* [PROVIDED DATA]
- - - -

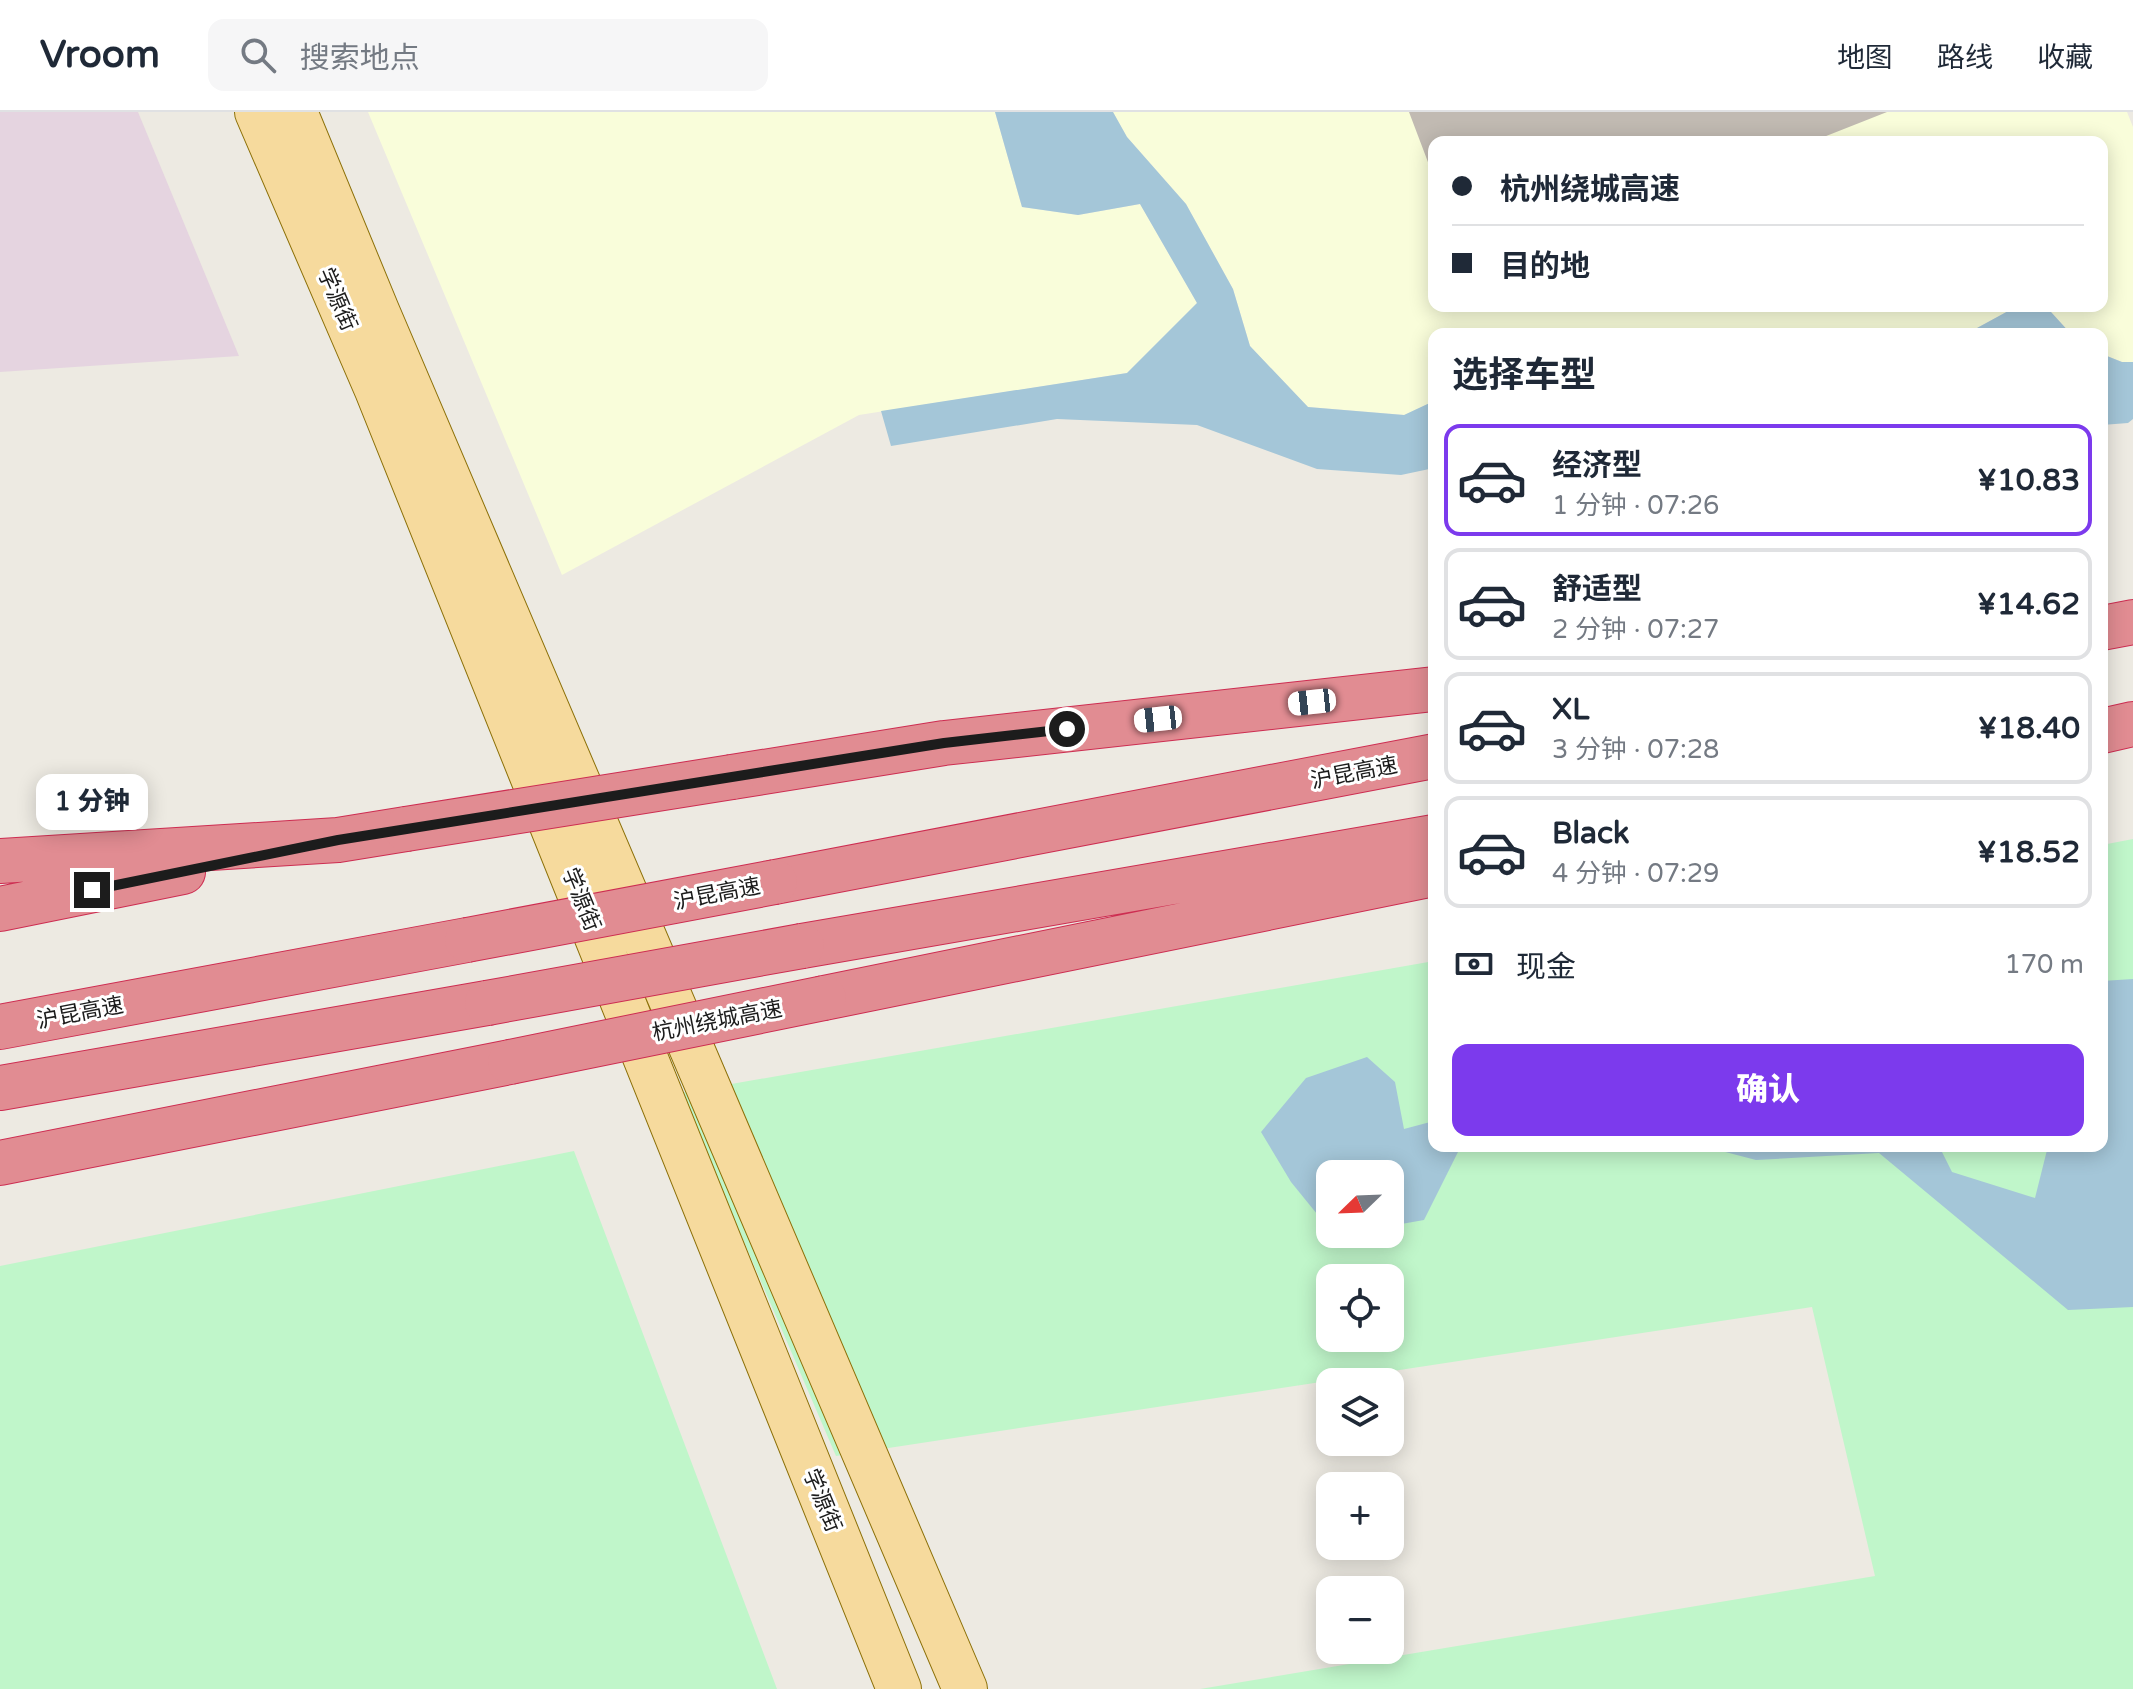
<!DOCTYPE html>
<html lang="zh">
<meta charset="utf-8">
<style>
body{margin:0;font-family:"Varela Round","Noto Sans SC",sans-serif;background:#f6f6f7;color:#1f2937;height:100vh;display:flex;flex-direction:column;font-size:30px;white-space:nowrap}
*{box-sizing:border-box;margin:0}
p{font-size:26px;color:#747a83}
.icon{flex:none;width:44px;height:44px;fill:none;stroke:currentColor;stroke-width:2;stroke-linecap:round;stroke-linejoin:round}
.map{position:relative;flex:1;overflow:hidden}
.panel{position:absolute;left:1428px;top:216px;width:680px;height:824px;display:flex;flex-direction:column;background:#fff;border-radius:16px;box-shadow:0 4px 20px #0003}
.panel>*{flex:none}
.guide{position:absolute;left:1428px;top:24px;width:680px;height:176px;border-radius:16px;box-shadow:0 4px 20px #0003;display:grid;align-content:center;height:176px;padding:0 24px;background:#fff}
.needle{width:52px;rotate:247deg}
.controls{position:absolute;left:1316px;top:1048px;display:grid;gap:16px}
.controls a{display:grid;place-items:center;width:88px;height:88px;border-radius:16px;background:#fff;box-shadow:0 4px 20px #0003;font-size:40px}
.end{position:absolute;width:36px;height:36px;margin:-18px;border:10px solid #1c1c1c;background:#fff;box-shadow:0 0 0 4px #fff}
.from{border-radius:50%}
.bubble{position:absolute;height:56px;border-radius:16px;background:#fff;box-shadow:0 4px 20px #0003;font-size:26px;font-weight:800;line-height:56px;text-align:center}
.car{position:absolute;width:24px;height:48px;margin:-24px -12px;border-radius:10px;box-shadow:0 0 6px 2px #0007;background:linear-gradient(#fff 24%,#345 0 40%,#fff 0 76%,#345 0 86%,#fff 0)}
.guide b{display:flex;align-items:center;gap:28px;height:76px;font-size:30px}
.guide b+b{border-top:2px solid #e0e1e3}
.guide i{width:20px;height:20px;background:#1f2937}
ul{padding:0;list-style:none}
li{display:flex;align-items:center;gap:24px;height:112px;margin:0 16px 12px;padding:0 8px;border:4px solid #e0e1e3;border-radius:16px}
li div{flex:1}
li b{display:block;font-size:30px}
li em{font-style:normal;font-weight:800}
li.active{border-color:#7c3aed}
li>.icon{width:72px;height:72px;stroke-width:1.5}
h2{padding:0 24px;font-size:36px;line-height:96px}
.pay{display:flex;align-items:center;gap:20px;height:88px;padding:0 24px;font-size:30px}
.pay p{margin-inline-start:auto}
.button{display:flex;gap:16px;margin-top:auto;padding:16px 24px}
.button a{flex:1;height:92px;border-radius:16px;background:#7c3aed;color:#fff;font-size:32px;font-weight:800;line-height:92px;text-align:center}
header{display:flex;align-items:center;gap:48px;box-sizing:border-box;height:112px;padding:0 40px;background:#fff;border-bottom:2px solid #e0e1e3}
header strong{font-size:38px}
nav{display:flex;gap:44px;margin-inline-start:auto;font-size:28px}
.search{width:560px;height:72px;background:#f6f6f7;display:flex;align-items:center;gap:20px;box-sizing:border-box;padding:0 28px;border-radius:16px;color:#747a83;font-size:30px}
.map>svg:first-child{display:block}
.industrial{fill:#e5d4e0}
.education{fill:#f9fdda;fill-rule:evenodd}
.park{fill:#c0f6ca;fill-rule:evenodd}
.water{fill:#a4c6d8}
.building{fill:#c1bab2}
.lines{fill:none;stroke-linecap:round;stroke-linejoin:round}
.major-casing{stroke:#8c7008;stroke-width:46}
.highway-casing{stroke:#cd2d51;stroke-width:46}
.major{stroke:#f6da9d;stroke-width:44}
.highway{stroke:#e18c92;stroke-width:44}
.highway-bridge-casing{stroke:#cd2d51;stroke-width:46;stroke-linecap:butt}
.highway-bridge{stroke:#e18c92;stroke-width:44}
.route{stroke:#1c1c1c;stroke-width:10}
.labels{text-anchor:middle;stroke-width:6;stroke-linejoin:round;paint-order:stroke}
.street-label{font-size:22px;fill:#1c1c1c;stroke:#fff}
</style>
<header>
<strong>Vroom</strong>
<div class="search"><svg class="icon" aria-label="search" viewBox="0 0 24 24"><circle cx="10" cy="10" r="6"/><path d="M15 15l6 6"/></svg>搜索地点</div>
<nav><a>地图</a><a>路线</a><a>收藏</a></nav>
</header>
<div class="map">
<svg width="2133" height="1577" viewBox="0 0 2133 1577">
<rect width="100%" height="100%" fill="#edeae2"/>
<!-- industrial -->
<path class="industrial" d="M 0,0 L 138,0 L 239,244 L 0,260 Z"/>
<!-- education -->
<path class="education" d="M 368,0 L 995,0 L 1022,95 L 1078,103 L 1140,92 L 1197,191 L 1127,261 L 859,303 L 562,463 Z
M 1113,0 L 2127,0 L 2133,15 L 2133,250 L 2122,250 L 2102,242 L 2102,222 L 2071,222 L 2051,200 L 2010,198 L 1966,222 L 1434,222 L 1434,289 L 1405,303 L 1308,295 L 1250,234 L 1233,177 L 1186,92 L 1127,25 ZM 1434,30 L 2102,30 L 2102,194 L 1434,194 Z"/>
<!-- park -->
<path class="park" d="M 2133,727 L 2133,1577 L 1200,1577 L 1875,1464 L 1812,1195 L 836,1344 L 680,981 L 1434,849 L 1434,1034 L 2102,1034 L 2102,733 ZM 1330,1062 L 1390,1062 L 1390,1122 L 1330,1122 ZM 1330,1166 L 1390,1166 L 1390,1226 L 1330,1226 Z
M 574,1039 L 777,1577 L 0,1577 L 0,1154 Z"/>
<!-- water -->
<path class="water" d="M 995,0 L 1113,0 L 1127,25 L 1186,92 L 1233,177 L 1250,234 L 1308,295 L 1404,303 L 1434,289 L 1434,356 L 1401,363 L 1317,357 L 1197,313 L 1057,307 L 891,334 L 881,299 L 1127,261 L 1197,191 L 1140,92 L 1078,103 L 1022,95 Z
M 2010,198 L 2051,200 L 2071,222 L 1966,222 Z
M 2102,242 L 2122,250 L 2133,250 L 2133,307 L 2128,311 L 2102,313 Z
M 2133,867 L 2133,1195 L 2068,1198 L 1879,1041 L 1756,1048 L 1710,1036 L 1710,1034 L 1939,1034 L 1952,1060 L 2035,1086 L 2048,1034 L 2102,1034 L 2102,869 Z
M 1367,945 L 1395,970 L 1404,1017 L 1434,1009 L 1434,1034 L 1461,1034 L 1424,1108 L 1390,1114 L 1390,1062 L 1330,1062 L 1330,1118 L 1291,1070 L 1261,1020 L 1306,966 Z"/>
<!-- building -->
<path class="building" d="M 1409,0 L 1887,0 L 1811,30 L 1434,30 L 1434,66 Z"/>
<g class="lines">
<!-- major casing -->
<g class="major-casing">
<path id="major" d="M 257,0 L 377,278 L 899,1577
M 295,0 L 377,199 L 965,1577"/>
</g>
<!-- highway casing -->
<g class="highway-casing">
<path id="highway" d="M 2102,516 L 2133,510
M 2102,619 L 2133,612
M 732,665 L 944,631 L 1434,577
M 0,749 L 338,728 L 406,717
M 775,770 L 1434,644
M 0,797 L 183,760
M 802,834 L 1434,725
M 824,886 L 1434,762
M 0,915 L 467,828
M 0,976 L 487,891
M 0,1051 L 510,950"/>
</g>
<!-- major -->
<use href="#major" class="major"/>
<!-- highway -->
<use href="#highway" class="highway"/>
<!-- highway-bridge casing -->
<g class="highway-bridge-casing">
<path id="highway-bridge" d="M 406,717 L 732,665
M 467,828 L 775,770
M 487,891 L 802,834
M 510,950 L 824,886"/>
</g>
<!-- highway-bridge -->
<use href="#highway-bridge" class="highway-bridge"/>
</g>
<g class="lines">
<!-- route -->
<path class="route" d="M 92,778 L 338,728 L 944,631 L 1067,617"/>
</g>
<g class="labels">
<!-- street labels -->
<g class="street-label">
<text transform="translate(338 187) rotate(67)" y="8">学源街</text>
<text transform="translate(1354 660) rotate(-11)" y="8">沪昆高速</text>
<text transform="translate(717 781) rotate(-11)" y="8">沪昆高速</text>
<text transform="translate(582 787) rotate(68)" y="8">学源街</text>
<text transform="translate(80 900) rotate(-11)" y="8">沪昆高速</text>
<text transform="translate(717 908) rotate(-11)" y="8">杭州绕城高速</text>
<text transform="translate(823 1388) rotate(68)" y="8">学源街</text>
</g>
</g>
</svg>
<div class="controls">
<a><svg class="needle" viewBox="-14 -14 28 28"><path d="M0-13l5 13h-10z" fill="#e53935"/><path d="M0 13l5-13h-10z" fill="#747a83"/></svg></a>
<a><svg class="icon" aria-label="locate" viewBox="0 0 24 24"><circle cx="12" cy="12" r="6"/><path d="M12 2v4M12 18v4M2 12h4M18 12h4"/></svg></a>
<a><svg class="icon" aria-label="layers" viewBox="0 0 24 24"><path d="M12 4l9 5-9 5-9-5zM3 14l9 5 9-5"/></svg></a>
<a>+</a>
<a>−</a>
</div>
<i class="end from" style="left:1067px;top:617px"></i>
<i class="end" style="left:92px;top:778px"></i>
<div class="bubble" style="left:36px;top:662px;width:112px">1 分钟</div>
<i class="car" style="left:1312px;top:590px;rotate:264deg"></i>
<i class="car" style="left:1158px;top:607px;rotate:264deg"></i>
<div class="guide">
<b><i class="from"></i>杭州绕城高速</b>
<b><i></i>目的地</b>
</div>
<section class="panel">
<h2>选择车型</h2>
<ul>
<li class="active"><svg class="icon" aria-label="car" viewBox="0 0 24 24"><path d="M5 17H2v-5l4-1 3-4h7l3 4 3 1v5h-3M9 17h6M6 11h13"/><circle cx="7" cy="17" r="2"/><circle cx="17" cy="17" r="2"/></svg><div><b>经济型</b><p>1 分钟 · 07:26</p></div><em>¥10.83</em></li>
<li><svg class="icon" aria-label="car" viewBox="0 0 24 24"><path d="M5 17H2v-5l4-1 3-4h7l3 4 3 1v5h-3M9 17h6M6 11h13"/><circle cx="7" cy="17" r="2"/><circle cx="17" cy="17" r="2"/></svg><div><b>舒适型</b><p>2 分钟 · 07:27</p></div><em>¥14.62</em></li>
<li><svg class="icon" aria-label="car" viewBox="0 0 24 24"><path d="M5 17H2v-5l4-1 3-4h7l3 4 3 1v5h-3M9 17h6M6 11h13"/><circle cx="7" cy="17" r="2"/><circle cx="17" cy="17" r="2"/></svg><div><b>XL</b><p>3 分钟 · 07:28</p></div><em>¥18.40</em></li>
<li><svg class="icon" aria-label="car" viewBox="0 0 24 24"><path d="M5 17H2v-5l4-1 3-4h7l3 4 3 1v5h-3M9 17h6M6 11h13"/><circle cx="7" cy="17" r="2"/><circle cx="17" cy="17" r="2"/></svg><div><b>Black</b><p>4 分钟 · 07:29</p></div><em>¥18.52</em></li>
</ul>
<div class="pay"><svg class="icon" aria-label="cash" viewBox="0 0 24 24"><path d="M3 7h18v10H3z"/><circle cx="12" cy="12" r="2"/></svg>现金<p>170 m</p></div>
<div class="button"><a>确认</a></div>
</section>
</div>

- - - -

* [WHAT IS NEEDED] Which lines of the data contain the word "controls"? Copy each one.

* [EXERCISE RESPONSE]
.controls{position:absolute;left:1316px;top:1048px;display:grid;gap:16px}
.controls a{display:grid;place-items:center;width:88px;height:88px;border-radius:16px;background:#fff;box-shadow:0 4px 20px #0003;font-size:40px}
<div class="controls">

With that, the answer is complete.